Wednesday, March 13, 2019

Availability

March 13, 2019

On one of our mission trips, we spent an entire morning looking all over the city for two small screws to fasten an electric box to a wall. Back home, we could have bought a bucket of them at Home Depot, but in this country they were nowhere to be found. This was but one introduction to the glories of Socialism where everything is in short supply and everyone is equally poor. 

This afternoon was a perfect day to change the oil in my truck. It was overdue, but the cold combined with the slop adhering to the undercarriage of my vehicle had discouraged me from attempting it earlier. A couple days of warmer weather and dry roads meant that the time had come, so I crawled underneath (the clearance of 4wd is a godsend!), drained the oil, removed the old filter, and tried to screw the new one on. It wouldn’t go. I checked the threaded hole against the old filter; it was smaller! No wonder it wouldn’t fit! A search for the receipt was in vain, so I figured I’d just have to swallow the price of a new filter. What really irked me was having to waste an hour driving to Fredonia for a new filter.

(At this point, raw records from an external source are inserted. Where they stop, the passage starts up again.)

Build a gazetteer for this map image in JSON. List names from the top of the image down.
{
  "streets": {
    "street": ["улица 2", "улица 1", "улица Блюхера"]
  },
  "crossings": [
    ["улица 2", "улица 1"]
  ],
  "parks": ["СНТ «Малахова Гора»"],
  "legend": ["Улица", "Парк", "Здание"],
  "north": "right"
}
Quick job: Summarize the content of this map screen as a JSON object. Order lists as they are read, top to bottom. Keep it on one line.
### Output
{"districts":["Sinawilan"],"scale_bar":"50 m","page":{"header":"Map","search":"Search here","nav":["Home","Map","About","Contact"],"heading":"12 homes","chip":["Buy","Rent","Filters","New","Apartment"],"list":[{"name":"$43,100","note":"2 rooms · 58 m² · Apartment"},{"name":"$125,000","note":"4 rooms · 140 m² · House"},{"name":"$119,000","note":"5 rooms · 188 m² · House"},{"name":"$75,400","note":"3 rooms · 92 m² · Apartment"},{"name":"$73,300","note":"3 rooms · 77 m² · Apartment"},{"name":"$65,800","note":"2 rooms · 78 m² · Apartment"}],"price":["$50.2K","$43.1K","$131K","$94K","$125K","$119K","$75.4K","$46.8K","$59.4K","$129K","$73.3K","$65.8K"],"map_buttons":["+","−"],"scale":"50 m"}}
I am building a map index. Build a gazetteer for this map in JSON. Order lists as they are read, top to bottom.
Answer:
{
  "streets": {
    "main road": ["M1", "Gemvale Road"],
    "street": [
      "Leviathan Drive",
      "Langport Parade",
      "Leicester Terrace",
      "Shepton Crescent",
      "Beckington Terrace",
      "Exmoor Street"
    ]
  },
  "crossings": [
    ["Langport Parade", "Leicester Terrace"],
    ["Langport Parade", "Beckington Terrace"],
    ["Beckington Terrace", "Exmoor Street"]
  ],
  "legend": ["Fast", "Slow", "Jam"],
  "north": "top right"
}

Half an hour later, I stood in Auto Zone reading the oil filter chart, which informed me I had the correct filter after all. I even took the offending one into the store for comparison. They were the same; what could possibly be going on? Oh well—my hour was wasted, but there was no sense in fretting about it, so I headed home and checked the numbers on the old filter. They were identical to the one I had originally purchased. Crawling back underneath the truck, I tried again. No luck. Finally, I managed to get both hands up where the filter mounted to the engine block only to discover that I had been trying to screw the filter onto some protrusion on the block. Once I got it in the right place...voila! It screwed in as nicely as you please.

There was a time when this entire episode would have had me fuming, but I cannot forget our mission trip. I made a foolish mistake and wasted an afternoon, but if I had really picked up the wrong filter, I could have remedied my error with a shopping cart of the correct ones. In other countries, it wouldn’t have mattered; the right filters would just not have been available at any price. I am thankful tonight that we live in a country where Capitalism and enterprise has made available nearly everything I need to function well materially. 


God has made available everything we need for life and godliness (2 Peter 1:3) if we will only take advantage of it. It would be a sin to make use of our abundant material resources while failing to tap into our unlimited spiritual resources. I am thankful for both, and hope to be as faithful in the latter as in the former.